Friends and family members of the graduates watch the Brunswick High SChool Chamber Choir perform “The Road Home,” written by Stephen Paulus. John Terhune / The Times Record

Brunswick High School’s Class of 2022 celebrated their achievements and looked toward the future Friday evening during the school’s 165th graduation celebration.

“Today we graduate. Hooray!” valedictorian Margaret Chingos told her classmates. “But tomorrow has the opportunity to be just as empowering and impactful.”

Family members filled Bowdoin College’s Sidney J. Watson arena to about half capacity before Brunswick’s 186 graduating seniors marched in.

Junior class president and master of ceremonies Luke Vazdauskas offered a few brief remarks before yielding the floor to Chingos and her longtime friend, Salutatorian Sara Coughlin.

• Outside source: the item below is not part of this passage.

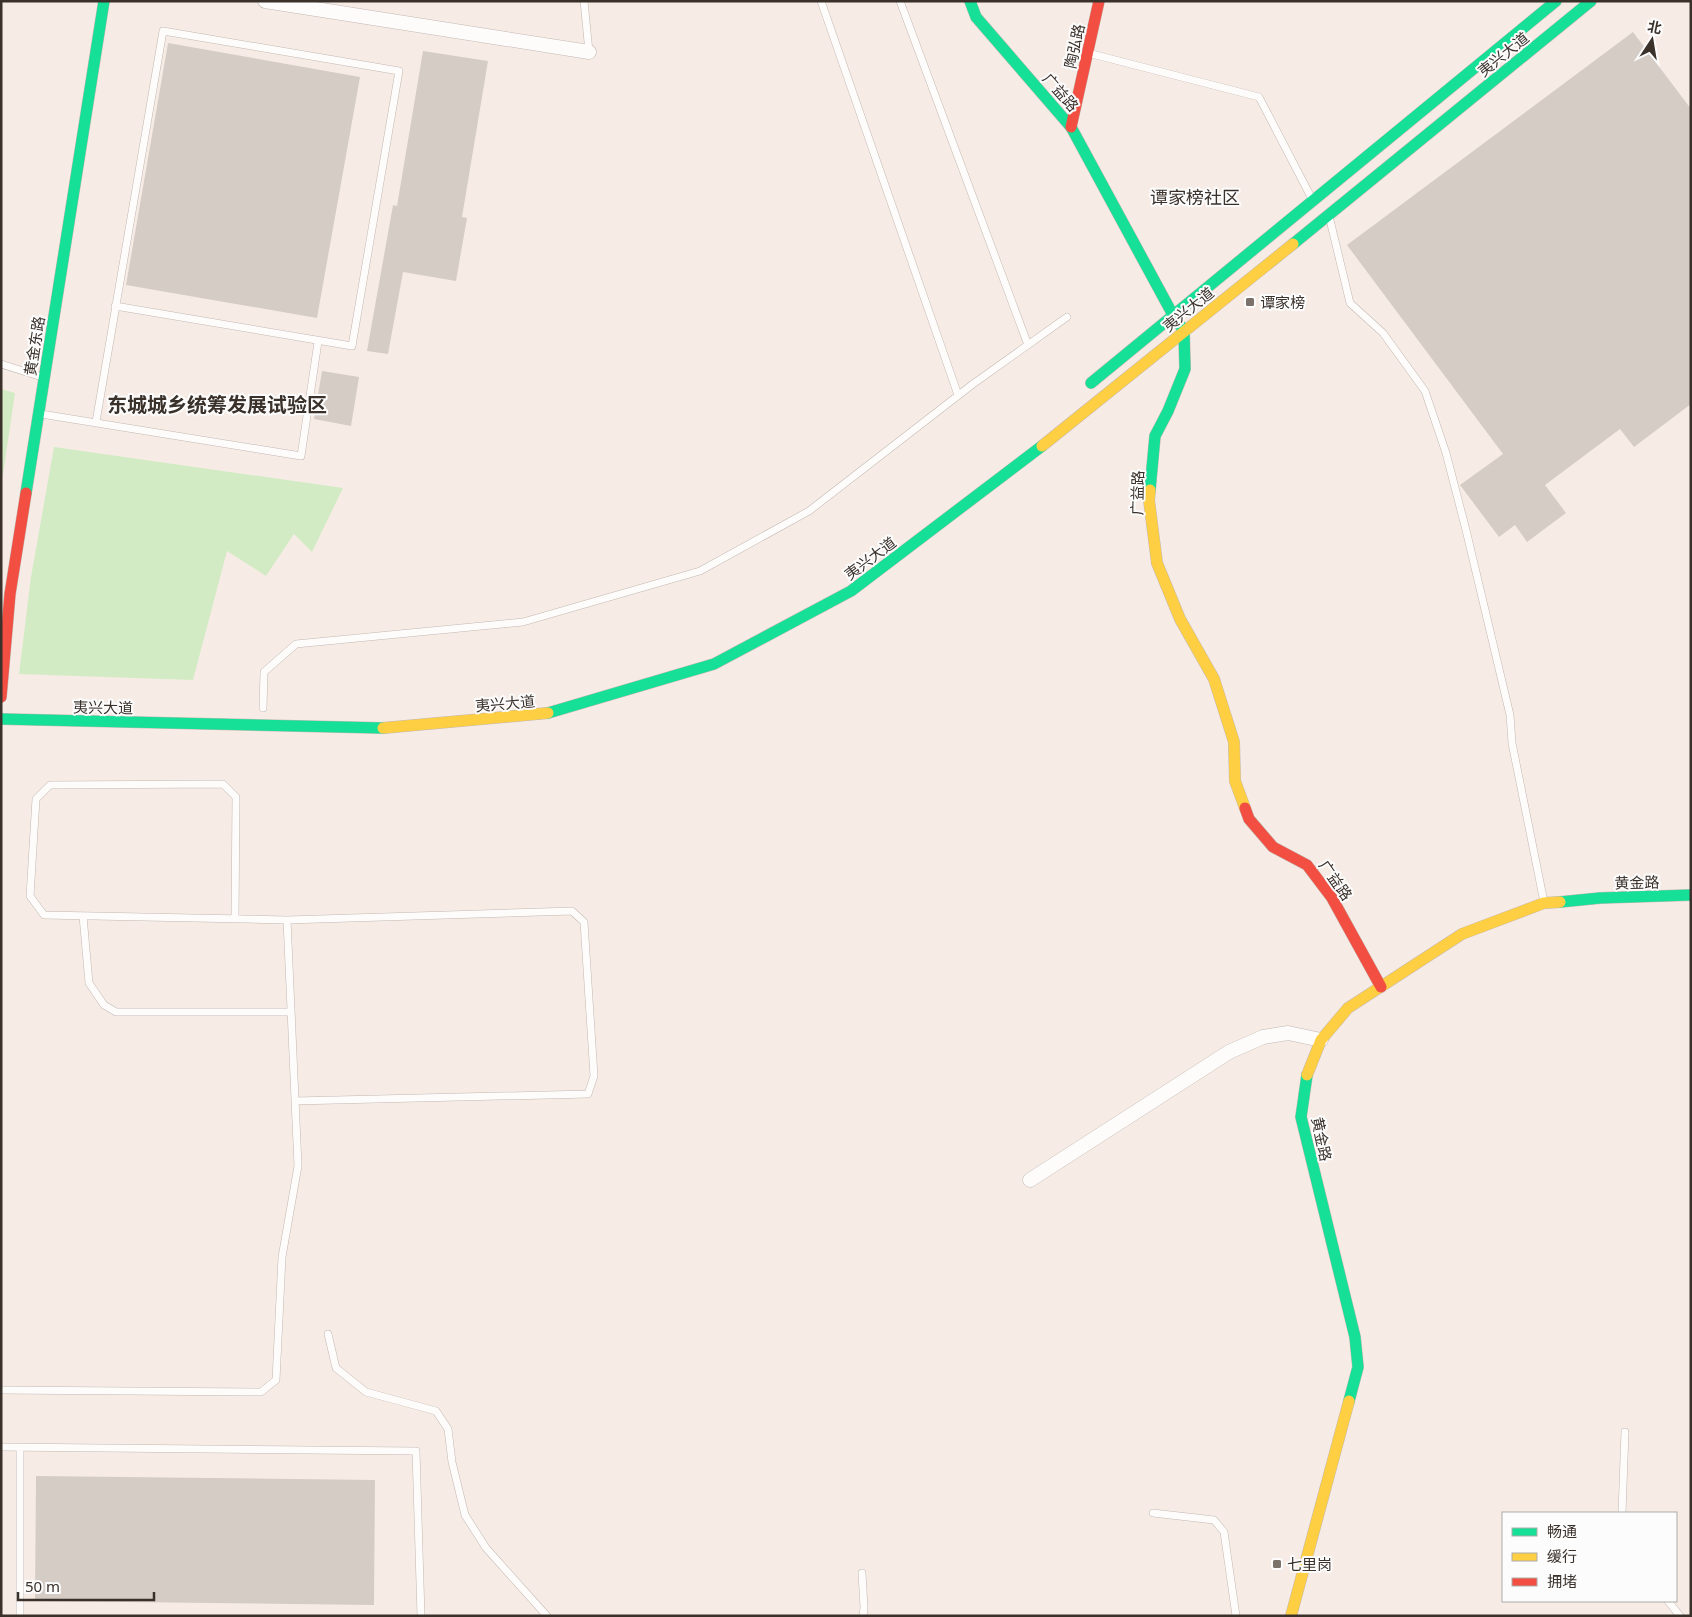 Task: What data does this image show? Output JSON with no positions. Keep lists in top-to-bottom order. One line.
{"streets":{"main road":["陶弘路","夷兴大道","广益路","黄金东路","黄金路"]},"crossings":[["陶弘路","广益路"],["夷兴大道","广益路"],["广益路","黄金路"]],"districts":["谭家榜社区","东城城乡统筹发展试验区"],"places":{"transit":["谭家榜","七里岗"]},"legend":["畅通","缓行","拥堵"],"scale_bar":"50 m","north":"top"}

Brunswick valedictorian Margaret Chingos leads her class into Bowdoin College’s Sidney J. Watson Arena on Friday, June 10. John Terhune / The Times Record

Coughlin, an aspiring author, compared her classmates’ high school experiences to the plot of a book. As the protagonists of their stories, she said, they faced and overcame a daunting obstacle: COVID-19, which forced the school to adopt remote classes during parts of the students’ sophomore and junior years.

“As a class, we encountered remarkable hardship and came out smiling,” Coughlin said. “This is the fairy tale ending we deserve.”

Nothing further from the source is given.